In anticipation of the expected summer increase in border arrivals and under intense pressure to take tougher action on the border, on June 4 Biden issued a presidential proclamation and rule further restricting asylum. Triggered by a threshold number of arrivals at the southwest border, the measures restrict asylum access only to migrants who arrive at a port of entry with a scheduled appointment secured with the CBP One app. Migrants arriving between ports of entry will be ineligible for asylum, with limited exceptions. The Biden administration says the measures are necessary to better manage the border, as agencies cannot keep pace with record arrivals and asylum claims. As of March, more than 2.3 million asylum cases were pending at the immigration courts and U.S. Citizenship and Immigration Services (USCIS).  

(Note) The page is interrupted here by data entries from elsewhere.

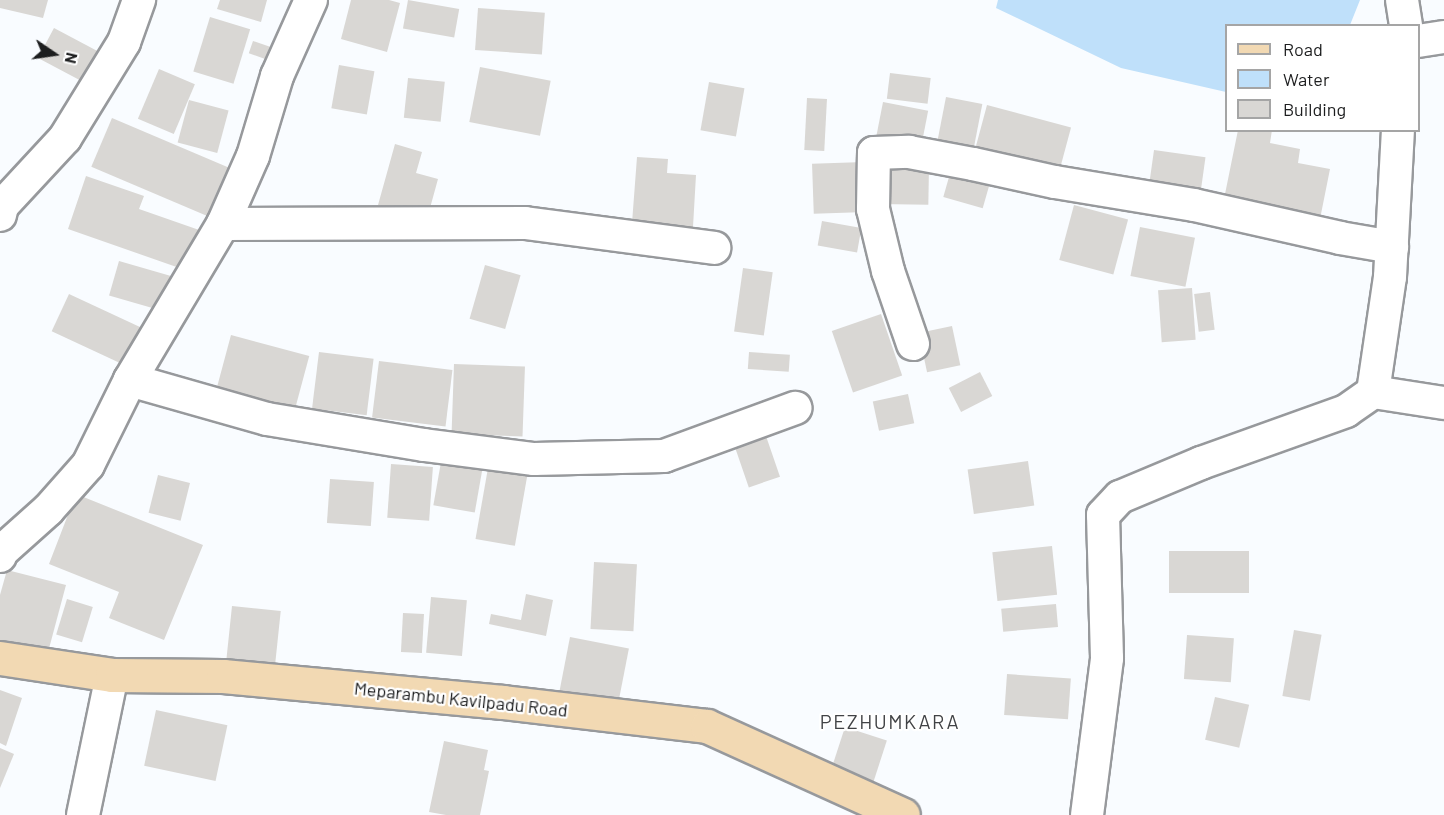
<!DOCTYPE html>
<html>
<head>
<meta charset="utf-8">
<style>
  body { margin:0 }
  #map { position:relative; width:1444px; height:815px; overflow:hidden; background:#f9fcff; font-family:Barlow,sans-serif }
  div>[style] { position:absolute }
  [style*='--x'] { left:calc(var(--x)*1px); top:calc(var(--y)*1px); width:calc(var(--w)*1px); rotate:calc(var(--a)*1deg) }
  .water>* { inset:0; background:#bfe0fa }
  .building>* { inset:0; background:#d9d7d4; transform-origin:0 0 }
  .roads { filter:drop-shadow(2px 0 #97999c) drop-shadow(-2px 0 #97999c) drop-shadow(0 2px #97999c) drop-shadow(0 -2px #97999c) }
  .minor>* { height:32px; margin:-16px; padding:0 16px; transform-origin:16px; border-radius:16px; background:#fff }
  .major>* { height:33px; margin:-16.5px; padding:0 16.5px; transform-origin:16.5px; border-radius:16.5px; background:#f2d9b3 }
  span { translate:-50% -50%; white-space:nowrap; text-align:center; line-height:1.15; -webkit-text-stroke:4.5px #fff; paint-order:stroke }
  .street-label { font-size:18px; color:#1d1e1f }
  .neighbourhood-label { font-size:20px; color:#414346; letter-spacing:1.5px }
  .legend { position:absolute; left:1225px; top:24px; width:195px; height:108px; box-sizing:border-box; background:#fff; border:2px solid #a5a5a5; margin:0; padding:8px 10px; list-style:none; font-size:18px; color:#1d1e1f }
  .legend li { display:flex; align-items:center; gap:12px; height:30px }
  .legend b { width:30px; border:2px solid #a5a5a5 }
  .north { position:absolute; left:24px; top:24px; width:60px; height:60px; -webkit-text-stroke:4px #fff; paint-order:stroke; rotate:103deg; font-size:16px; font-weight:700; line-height:24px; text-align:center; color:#1d1e1f }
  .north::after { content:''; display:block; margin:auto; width:21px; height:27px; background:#1d1e1f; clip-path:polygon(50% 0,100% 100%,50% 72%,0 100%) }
</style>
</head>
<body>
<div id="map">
  <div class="water">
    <i style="clip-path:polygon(998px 0,1360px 0,1350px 25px,1226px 26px,1226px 92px,1121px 68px,996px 8px)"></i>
  </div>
  <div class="building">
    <i style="clip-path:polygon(0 0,48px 0,43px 18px,0 8px)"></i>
    <i style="clip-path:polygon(220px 0,267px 0,261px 22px,217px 9px)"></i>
    <i style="clip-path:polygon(351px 0,389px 0,400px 3px,387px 52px,341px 39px)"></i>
    <i style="left:408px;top:0;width:52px;height:29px;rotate:10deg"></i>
    <i style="left:478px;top:8px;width:67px;height:42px;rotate:4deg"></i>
    <i style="left:210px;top:17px;width:42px;height:57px;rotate:17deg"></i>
    <i style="left:54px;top:28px;width:55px;height:34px;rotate:28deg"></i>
    <i style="left:253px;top:41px;width:21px;height:13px;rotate:19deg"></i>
    <i style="left:339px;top:65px;width:36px;height:44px;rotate:10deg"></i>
    <i style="left:480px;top:67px;width:72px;height:56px;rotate:11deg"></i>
    <i style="left:159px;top:69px;width:39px;height:54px;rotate:23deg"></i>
    <i style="left:890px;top:73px;width:41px;height:26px;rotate:7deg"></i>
    <i style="left:408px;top:78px;width:37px;height:40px;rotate:6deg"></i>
    <i style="left:709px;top:82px;width:36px;height:49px;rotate:10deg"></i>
    <i style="left:946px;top:97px;width:37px;height:53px;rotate:11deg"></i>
    <i style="left:807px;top:98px;width:20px;height:52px;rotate:3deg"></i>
    <i style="left:189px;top:100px;width:41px;height:44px;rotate:15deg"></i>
    <i style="left:883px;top:102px;width:46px;height:40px;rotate:11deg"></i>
    <i style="left:987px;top:105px;width:87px;height:49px;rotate:15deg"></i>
    <i style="left:112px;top:118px;width:133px;height:53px;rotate:23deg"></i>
    <i style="clip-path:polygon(1238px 130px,1272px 130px,1270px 143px,1300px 149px,1298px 163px,1330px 169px,1320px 219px,1224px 199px)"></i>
    <i style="clip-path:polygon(395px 144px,422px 152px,416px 173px,438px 179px,427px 219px,378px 205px)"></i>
    <i style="left:1154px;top:150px;width:52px;height:34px;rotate:8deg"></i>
    <i style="clip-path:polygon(637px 157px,668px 159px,667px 173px,696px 175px,693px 227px,632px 223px)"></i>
    <i style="left:864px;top:162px;width:50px;height:52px;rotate:88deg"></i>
    <i style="left:879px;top:166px;width:50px;height:38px;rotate:1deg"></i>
    <i style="left:951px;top:170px;width:41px;height:28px;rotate:16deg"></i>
    <i style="clip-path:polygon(86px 176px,144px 196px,139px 209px,202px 231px,188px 271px,68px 229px)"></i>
    <i style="left:1074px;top:205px;width:56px;height:57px;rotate:15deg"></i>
    <i style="left:822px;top:221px;width:40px;height:25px;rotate:10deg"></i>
    <i style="left:1140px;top:227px;width:56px;height:50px;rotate:11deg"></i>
    <i style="left:119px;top:261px;width:54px;height:36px;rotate:16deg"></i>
    <i style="left:485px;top:265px;width:37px;height:56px;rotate:16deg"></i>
    <i style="left:743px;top:268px;width:30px;height:64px;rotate:8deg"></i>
    <i style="left:1192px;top:288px;width:52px;height:34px;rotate:86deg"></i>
    <i style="left:1210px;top:292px;width:38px;height:16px;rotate:83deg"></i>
    <i style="left:69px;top:294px;width:86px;height:41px;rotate:25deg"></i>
    <i style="left:881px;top:314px;width:65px;height:52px;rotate:71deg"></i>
    <i style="left:952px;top:326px;width:40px;height:34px;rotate:78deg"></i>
    <i style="left:231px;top:335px;width:81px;height:56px;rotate:15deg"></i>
    <i style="left:319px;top:352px;width:55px;height:57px;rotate:7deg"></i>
    <i style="left:749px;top:352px;width:41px;height:17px;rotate:4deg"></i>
    <i style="left:379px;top:361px;width:74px;height:57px;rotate:7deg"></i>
    <i style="left:454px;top:364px;width:71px;height:70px;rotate:2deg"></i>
    <i style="left:980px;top:372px;width:27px;height:35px;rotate:63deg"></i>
    <i style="left:908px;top:394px;width:30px;height:36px;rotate:78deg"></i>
    <i style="left:766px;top:436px;width:43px;height:33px;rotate:71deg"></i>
    <i style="left:1028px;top:461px;width:45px;height:61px;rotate:82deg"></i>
    <i style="left:441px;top:462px;width:42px;height:44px;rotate:10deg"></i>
    <i style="left:391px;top:464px;width:42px;height:54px;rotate:4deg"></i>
    <i style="left:488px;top:468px;width:40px;height:72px;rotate:10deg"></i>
    <i style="left:158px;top:475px;width:33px;height:39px;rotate:14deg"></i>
    <i style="left:330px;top:479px;width:44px;height:44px;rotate:4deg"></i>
    <i style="clip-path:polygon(76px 494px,203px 545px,164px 640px,109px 618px,119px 592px,49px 564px)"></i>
    <i style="left:1052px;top:546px;width:49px;height:60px;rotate:84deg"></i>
    <i style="left:1169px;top:551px;width:80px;height:42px"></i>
    <i style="left:594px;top:562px;width:43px;height:67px;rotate:3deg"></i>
    <i style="clip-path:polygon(7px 570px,66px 585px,47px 656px,0 644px,0 595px)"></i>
    <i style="clip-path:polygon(526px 594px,553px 600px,546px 636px,489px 624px,491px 614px,521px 620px)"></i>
    <i style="left:431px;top:597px;width:36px;height:56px;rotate:5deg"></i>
    <i style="left:67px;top:599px;width:27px;height:37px;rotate:17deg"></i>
    <i style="left:1056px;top:604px;width:23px;height:55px;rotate:85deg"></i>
    <i style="left:232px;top:606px;width:49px;height:55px;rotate:6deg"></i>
    <i style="left:403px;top:613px;width:21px;height:39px;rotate:3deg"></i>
    <i style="left:1294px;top:630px;width:28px;height:67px;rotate:10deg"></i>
    <i style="left:1187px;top:635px;width:47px;height:44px;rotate:4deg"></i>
    <i style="left:570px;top:637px;width:60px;height:60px;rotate:11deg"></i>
    <i style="left:1007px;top:674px;width:64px;height:41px;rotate:4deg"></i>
    <i style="clip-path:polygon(0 690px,22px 698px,6px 746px,0 743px)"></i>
    <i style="left:1215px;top:697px;width:35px;height:44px;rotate:13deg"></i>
    <i style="left:156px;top:710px;width:73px;height:57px;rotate:12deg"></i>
    <i style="left:845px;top:727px;width:44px;height:50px;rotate:18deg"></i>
    <i style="clip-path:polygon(444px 741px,488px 750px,484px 770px,489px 771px,480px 815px,446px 815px,429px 812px)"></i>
    <i style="clip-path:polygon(0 748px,14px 754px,0 788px)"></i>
  </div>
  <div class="roads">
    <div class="minor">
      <i style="--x:1402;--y:0;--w:26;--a:81"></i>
      <i style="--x:1418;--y:41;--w:26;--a:-9"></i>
      <i style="--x:0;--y:215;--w:9;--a:-77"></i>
      <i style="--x:2;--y:206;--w:93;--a:-47.2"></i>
      <i style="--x:65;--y:138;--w:113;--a:-58.4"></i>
      <i style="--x:124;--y:42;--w:45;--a:-70.3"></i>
      <i style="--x:223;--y:224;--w:302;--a:-0.2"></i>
      <i style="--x:525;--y:223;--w:191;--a:7.5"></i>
      <i style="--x:913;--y:344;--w:77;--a:-108.9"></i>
      <i style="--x:888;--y:271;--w:64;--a:-103.6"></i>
      <i style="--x:873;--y:209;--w:56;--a:-89"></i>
      <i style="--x:874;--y:153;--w:35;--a:-2"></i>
      <i style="--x:909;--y:152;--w:65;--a:10.6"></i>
      <i style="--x:973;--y:164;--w:84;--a:12.4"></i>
      <i style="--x:1055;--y:182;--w:141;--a:9.4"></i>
      <i style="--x:1194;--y:205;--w:150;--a:12.7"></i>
      <i style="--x:1340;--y:238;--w:53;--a:9.8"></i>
      <i style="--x:130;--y:380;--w:142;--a:15.9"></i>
      <i style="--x:267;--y:419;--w:159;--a:9.4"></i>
      <i style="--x:424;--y:445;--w:111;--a:7.3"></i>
      <i style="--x:534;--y:459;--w:130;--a:-1.3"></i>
      <i style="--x:664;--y:456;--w:140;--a:-20.1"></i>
      <i style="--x:1373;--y:392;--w:72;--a:8.8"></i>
      <i style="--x:0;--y:556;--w:4;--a:-76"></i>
      <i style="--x:1;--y:552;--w:63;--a:-41.8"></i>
      <i style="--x:48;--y:510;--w:60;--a:-48.4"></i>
      <i style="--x:88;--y:465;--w:95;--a:-63.7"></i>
      <i style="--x:130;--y:380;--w:182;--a:-59.2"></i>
      <i style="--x:223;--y:224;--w:74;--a:-66.2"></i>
      <i style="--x:253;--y:156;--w:84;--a:-73.3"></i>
      <i style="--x:277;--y:76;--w:83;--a:-65.9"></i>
      <i style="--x:83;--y:815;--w:143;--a:-78.3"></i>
      <i style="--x:1087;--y:815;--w:158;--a:-82.7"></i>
      <i style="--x:1107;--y:658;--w:143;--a:-91.6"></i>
      <i style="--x:1103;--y:515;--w:25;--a:-47"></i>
      <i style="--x:1120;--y:497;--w:88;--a:-22.8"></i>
      <i style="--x:1201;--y:463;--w:154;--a:-19.7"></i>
      <i style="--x:1346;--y:411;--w:33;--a:-35"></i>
      <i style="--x:1373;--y:392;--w:116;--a:-81.6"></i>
      <i style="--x:1390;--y:277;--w:147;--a:-86.9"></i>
    </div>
    <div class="major">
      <i style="--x:0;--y:658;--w:113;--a:8.6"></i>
      <i style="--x:112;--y:675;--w:111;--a:0.5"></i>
      <i style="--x:223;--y:676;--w:281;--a:5.3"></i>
      <i style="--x:503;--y:702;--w:205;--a:6.7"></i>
      <i style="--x:707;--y:726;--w:215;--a:24.4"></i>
    </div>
  </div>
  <div class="street-label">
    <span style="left:461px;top:699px;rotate:6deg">Meparambu Kavilpadu Road</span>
  </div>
  <div class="neighbourhood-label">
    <span style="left:890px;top:721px">PEZHUMKARA</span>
  </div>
  <ul class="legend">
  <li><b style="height:8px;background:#f2d9b3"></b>Road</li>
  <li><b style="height:16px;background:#bfe0fa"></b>Water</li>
  <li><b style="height:16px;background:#d9d7d4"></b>Building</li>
  </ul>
  <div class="north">N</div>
</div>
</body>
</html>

While in place, the proclamation and rule effectively cap asylum claims, as there are only about 1,450 CBP One appointments available per day. In the weeks following the announcement, authorities doubled the share of border removals, and the number of unauthorized border crossings fell to about 2,400 encounters per day, DHS said, the fewest since Biden took office in January 2021. However, migrants may be taking a wait-and-see approach to the new policy, and arrivals may surge again over the summer. Given increased Mexican enforcement, it is difficult to disentangle the role of the new rule in reducing arrivals. Federal courts in California and Washington, DC blocked a similar Trump administration effort, and rights groups have filed a lawsuit challenging the new rule. Even if the rule survives challenge, DHS maintains that without substantial new funding the operational situation at the U.S.-Mexico border will not improve. At worst, the administration predicts it will have to close facilities and cut staff positions at the immigration courts.

Trump’s stated plans have varied from a goal of 1 million deportations per year to deporting the entire unauthorized U.S. immigrant population. Trump surrogates, including many who served as senior officials in his administration, have described potentially reimposing Title 42, deploying the National Guard at the border and in the interior, and deputizing local law enforcement to round up unauthorized immigrants into camps.

Apart from the legal and constitutional concerns such policies would raise, they ignore the enormous operational challenges U.S. immigration agencies would face in attempting to carry out such plans. While Title 42 expulsions led to high total repatriation numbers, they did not reduce unauthorized immigration in a lasting way, and many migrants made repeated attempts to cross until they succeeded.

Importantly, implementation of Title 42 required Mexico’s cooperation, and the Biden administration’s subsequent reliance on returns there illustrates the country’s ongoing and critical role in the effectiveness of carrying out a ramped-up expulsion or deportation program. It is not clear what quid pro quo Mexico City would seek to continue cooperating with Washington, regardless of who wins the U.S. election. The same is true of other countries that have recently accepted flights carrying their deported nationals.

A second Biden term is likely to stick to its narrowed enforcement priorities in the U.S. interior and, at the border, rely on its combination of incentive-and-disincentive policies. Recent DHS guidance—which may receive increased focus in a second Biden administration—seeks to target enforcement on single adults of “easy-to-remove” nationalities—such as Mexicans and Central Americans, as well as Cubans, Haitians, Nicaraguans, and Venezuelans whom Mexico has agreed to take back. Using a combination of new expedited removal programs, DHS will likely also try to quickly process families from Mexico, Central America, and Colombia, holding some in custody along the border and screening others quickly in the interior.

In the few weeks since the government’s latest asylum-narrowing rule came out, deportations appear to be increasing. Whether this is sustainable will depend on resources available to DHS, the levels of irregular immigration ahead, and the outcome of the November election. 

The authors thank Brandon Marrow for research assistance.